## What you will do
In the listing below, find the line containing "M0,135l14,14" and the line containing "M170,787l21,4 7,-2 11,2 45,12 66,14 123,36". Repeat exactly those two lines and every line between them, nothing more.

## Entries supplied
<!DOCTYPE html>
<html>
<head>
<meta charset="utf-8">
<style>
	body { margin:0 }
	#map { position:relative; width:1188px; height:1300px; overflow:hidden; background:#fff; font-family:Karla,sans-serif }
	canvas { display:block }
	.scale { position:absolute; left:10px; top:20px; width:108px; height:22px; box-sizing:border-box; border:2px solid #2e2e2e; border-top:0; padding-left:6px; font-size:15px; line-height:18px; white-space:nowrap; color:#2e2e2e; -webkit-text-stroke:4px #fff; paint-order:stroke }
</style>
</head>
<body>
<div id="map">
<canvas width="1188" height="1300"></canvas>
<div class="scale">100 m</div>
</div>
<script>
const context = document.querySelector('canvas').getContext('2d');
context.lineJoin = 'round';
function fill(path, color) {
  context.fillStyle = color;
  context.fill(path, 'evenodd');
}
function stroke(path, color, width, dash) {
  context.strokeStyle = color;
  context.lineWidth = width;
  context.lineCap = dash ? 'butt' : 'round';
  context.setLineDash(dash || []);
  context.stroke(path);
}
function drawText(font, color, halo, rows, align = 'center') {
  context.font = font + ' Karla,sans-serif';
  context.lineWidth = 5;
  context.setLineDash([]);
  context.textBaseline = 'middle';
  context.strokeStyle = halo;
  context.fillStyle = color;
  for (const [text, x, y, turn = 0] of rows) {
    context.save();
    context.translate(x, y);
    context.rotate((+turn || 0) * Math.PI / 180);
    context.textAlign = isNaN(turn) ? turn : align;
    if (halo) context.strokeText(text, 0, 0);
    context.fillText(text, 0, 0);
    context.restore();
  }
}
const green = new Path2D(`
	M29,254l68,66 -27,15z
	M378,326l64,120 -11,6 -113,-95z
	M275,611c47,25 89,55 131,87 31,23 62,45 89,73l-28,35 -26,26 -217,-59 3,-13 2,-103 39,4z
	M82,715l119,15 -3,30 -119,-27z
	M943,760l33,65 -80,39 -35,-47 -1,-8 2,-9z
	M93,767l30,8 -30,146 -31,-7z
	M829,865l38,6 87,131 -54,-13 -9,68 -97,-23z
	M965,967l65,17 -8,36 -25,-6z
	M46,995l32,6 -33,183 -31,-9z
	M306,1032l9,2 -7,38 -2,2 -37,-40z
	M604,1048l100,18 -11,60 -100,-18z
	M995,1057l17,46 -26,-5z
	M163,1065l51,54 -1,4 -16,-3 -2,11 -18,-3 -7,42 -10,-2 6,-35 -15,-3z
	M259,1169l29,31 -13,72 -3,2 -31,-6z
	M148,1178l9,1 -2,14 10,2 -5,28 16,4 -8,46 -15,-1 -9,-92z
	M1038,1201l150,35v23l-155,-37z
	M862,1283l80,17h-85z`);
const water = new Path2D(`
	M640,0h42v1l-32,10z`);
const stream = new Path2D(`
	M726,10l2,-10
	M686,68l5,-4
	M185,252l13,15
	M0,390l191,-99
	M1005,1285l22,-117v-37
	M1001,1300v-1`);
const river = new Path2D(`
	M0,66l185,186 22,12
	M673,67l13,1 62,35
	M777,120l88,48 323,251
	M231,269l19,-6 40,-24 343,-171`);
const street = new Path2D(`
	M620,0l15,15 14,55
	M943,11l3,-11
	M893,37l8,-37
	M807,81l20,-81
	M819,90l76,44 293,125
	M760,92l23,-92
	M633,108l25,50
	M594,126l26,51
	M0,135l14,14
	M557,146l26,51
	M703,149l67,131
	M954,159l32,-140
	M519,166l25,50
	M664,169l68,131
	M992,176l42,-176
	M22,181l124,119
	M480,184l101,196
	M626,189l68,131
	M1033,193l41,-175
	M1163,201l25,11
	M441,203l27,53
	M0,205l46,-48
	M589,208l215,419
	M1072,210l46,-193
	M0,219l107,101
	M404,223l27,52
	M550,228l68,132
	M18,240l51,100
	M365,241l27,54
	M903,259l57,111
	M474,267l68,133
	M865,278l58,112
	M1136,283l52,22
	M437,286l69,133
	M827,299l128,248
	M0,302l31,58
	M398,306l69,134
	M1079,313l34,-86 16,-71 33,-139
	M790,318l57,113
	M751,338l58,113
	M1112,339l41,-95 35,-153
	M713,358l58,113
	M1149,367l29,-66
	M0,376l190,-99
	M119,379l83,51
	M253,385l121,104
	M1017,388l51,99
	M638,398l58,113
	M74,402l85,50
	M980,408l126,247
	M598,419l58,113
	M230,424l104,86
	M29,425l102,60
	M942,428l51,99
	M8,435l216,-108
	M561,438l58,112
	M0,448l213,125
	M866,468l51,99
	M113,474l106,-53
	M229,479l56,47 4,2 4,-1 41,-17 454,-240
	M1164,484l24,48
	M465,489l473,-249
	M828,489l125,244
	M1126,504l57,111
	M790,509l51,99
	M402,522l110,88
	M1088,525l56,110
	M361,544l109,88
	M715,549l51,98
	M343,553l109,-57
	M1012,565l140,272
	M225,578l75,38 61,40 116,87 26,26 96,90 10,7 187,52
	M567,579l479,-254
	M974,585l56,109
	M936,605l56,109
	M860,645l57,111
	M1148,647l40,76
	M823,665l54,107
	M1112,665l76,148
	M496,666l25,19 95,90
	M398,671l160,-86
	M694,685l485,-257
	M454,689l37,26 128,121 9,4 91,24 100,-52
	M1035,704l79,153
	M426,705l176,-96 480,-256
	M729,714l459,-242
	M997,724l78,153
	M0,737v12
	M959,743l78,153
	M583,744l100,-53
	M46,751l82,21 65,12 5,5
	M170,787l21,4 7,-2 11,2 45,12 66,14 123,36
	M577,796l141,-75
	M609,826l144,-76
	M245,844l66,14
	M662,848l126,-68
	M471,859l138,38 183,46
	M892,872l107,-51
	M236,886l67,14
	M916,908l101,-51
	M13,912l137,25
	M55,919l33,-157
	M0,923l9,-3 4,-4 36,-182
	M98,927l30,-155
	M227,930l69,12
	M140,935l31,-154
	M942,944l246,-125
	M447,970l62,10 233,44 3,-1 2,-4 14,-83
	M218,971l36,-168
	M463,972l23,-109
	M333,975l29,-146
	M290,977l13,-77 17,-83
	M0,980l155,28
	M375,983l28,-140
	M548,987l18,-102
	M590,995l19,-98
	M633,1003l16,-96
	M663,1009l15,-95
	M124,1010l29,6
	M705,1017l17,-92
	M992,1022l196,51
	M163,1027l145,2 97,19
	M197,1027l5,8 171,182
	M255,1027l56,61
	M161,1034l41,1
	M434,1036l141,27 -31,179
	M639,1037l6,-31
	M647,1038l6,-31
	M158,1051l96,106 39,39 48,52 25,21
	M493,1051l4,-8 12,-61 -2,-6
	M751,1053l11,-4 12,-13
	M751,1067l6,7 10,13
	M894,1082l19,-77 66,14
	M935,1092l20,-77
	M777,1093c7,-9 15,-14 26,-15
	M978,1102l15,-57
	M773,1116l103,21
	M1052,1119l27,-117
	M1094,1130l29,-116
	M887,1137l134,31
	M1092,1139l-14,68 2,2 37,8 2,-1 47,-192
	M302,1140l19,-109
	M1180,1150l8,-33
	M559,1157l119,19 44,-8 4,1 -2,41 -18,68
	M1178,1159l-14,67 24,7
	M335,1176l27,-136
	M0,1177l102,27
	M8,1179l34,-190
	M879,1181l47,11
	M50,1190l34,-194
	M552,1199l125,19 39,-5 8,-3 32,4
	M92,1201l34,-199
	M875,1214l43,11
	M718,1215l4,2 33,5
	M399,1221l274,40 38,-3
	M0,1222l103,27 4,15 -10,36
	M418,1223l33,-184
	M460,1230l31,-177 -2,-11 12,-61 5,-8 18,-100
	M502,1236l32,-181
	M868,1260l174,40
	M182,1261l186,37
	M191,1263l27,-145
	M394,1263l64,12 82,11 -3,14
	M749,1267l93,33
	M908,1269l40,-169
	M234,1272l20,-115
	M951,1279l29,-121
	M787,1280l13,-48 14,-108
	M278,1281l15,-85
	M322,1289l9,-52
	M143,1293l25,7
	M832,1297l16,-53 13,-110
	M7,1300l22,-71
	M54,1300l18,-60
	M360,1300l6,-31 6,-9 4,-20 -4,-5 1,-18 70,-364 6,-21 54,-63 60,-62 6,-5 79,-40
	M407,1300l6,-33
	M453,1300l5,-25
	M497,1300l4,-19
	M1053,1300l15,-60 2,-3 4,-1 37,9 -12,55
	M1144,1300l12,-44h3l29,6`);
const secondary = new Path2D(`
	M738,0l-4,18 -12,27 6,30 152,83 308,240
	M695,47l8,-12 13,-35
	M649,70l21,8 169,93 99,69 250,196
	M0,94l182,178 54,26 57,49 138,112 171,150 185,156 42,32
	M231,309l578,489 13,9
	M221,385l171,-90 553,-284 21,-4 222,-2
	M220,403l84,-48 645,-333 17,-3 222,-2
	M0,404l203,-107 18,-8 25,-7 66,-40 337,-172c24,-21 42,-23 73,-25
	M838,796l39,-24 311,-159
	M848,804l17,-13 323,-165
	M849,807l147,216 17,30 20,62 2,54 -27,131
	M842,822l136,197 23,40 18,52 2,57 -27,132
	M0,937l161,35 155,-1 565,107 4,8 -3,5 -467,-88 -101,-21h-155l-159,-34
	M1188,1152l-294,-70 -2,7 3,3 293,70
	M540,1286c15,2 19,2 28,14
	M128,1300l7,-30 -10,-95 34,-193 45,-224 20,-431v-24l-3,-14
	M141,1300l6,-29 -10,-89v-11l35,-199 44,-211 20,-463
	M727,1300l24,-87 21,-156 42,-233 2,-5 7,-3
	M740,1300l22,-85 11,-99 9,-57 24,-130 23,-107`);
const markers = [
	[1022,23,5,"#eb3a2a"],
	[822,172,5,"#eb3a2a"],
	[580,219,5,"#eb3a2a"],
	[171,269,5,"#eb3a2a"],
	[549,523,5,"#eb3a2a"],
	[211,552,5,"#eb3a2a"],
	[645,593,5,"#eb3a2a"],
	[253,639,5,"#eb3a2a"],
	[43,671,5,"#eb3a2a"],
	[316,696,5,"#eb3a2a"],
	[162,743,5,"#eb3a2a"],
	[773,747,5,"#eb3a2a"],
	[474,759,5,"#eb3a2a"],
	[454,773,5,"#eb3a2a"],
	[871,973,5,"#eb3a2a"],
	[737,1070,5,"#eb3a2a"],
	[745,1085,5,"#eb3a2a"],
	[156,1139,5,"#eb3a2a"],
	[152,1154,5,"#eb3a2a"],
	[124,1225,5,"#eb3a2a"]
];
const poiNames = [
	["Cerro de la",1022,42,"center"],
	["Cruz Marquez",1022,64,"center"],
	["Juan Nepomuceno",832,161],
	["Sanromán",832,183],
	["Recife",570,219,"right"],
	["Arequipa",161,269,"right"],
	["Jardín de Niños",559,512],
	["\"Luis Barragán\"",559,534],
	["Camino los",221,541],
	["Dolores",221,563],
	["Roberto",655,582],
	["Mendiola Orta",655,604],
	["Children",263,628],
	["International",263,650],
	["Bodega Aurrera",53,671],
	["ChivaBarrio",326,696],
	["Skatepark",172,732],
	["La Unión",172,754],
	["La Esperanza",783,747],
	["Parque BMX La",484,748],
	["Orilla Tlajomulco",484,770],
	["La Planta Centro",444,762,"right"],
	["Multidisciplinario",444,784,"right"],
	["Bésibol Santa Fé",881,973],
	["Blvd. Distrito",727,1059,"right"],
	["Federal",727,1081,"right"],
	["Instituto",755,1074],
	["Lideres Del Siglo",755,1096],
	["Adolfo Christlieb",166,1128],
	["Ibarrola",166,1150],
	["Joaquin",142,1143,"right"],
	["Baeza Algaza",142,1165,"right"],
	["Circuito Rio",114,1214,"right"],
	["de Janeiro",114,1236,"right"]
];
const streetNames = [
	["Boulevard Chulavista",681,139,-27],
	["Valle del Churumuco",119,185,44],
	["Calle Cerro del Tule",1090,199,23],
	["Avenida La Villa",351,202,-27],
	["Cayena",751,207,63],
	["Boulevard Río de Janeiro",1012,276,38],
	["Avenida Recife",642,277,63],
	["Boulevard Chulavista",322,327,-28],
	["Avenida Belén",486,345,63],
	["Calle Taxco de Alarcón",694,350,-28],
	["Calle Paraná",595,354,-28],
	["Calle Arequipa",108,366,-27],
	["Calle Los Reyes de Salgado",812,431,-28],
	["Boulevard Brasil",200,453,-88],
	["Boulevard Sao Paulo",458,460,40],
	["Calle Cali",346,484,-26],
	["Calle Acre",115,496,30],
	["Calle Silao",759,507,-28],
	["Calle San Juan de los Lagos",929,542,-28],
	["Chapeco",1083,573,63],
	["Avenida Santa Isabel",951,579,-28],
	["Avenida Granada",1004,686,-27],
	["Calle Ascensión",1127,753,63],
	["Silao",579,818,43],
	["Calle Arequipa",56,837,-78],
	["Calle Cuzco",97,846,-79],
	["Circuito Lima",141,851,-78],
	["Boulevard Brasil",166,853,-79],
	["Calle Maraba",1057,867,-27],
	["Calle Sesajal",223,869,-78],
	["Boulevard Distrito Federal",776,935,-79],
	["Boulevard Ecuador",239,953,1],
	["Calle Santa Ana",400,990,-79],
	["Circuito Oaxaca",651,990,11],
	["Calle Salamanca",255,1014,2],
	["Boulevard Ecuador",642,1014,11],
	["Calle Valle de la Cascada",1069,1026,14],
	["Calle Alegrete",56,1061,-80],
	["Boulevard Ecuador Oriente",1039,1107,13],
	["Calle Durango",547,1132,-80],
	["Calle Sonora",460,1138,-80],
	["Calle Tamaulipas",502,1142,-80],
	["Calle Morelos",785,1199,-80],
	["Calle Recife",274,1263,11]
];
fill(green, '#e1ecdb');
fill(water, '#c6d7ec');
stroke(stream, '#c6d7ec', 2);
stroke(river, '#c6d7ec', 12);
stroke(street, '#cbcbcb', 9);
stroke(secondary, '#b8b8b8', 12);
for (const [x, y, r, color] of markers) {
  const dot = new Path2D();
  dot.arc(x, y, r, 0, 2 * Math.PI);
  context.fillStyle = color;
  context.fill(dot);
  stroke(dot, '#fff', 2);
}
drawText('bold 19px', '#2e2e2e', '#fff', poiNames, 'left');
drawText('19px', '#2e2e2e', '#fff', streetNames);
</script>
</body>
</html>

## Exercise answer
	M0,135l14,14
	M557,146l26,51
	M703,149l67,131
	M954,159l32,-140
	M519,166l25,50
	M664,169l68,131
	M992,176l42,-176
	M22,181l124,119
	M480,184l101,196
	M626,189l68,131
	M1033,193l41,-175
	M1163,201l25,11
	M441,203l27,53
	M0,205l46,-48
	M589,208l215,419
	M1072,210l46,-193
	M0,219l107,101
	M404,223l27,52
	M550,228l68,132
	M18,240l51,100
	M365,241l27,54
	M903,259l57,111
	M474,267l68,133
	M865,278l58,112
	M1136,283l52,22
	M437,286l69,133
	M827,299l128,248
	M0,302l31,58
	M398,306l69,134
	M1079,313l34,-86 16,-71 33,-139
	M790,318l57,113
	M751,338l58,113
	M1112,339l41,-95 35,-153
	M713,358l58,113
	M1149,367l29,-66
	M0,376l190,-99
	M119,379l83,51
	M253,385l121,104
	M1017,388l51,99
	M638,398l58,113
	M74,402l85,50
	M980,408l126,247
	M598,419l58,113
	M230,424l104,86
	M29,425l102,60
	M942,428l51,99
	M8,435l216,-108
	M561,438l58,112
	M0,448l213,125
	M866,468l51,99
	M113,474l106,-53
	M229,479l56,47 4,2 4,-1 41,-17 454,-240
	M1164,484l24,48
	M465,489l473,-249
	M828,489l125,244
	M1126,504l57,111
	M790,509l51,99
	M402,522l110,88
	M1088,525l56,110
	M361,544l109,88
	M715,549l51,98
	M343,553l109,-57
	M1012,565l140,272
	M225,578l75,38 61,40 116,87 26,26 96,90 10,7 187,52
	M567,579l479,-254
	M974,585l56,109
	M936,605l56,109
	M860,645l57,111
	M1148,647l40,76
	M823,665l54,107
	M1112,665l76,148
	M496,666l25,19 95,90
	M398,671l160,-86
	M694,685l485,-257
	M454,689l37,26 128,121 9,4 91,24 100,-52
	M1035,704l79,153
	M426,705l176,-96 480,-256
	M729,714l459,-242
	M997,724l78,153
	M0,737v12
	M959,743l78,153
	M583,744l100,-53
	M46,751l82,21 65,12 5,5
	M170,787l21,4 7,-2 11,2 45,12 66,14 123,36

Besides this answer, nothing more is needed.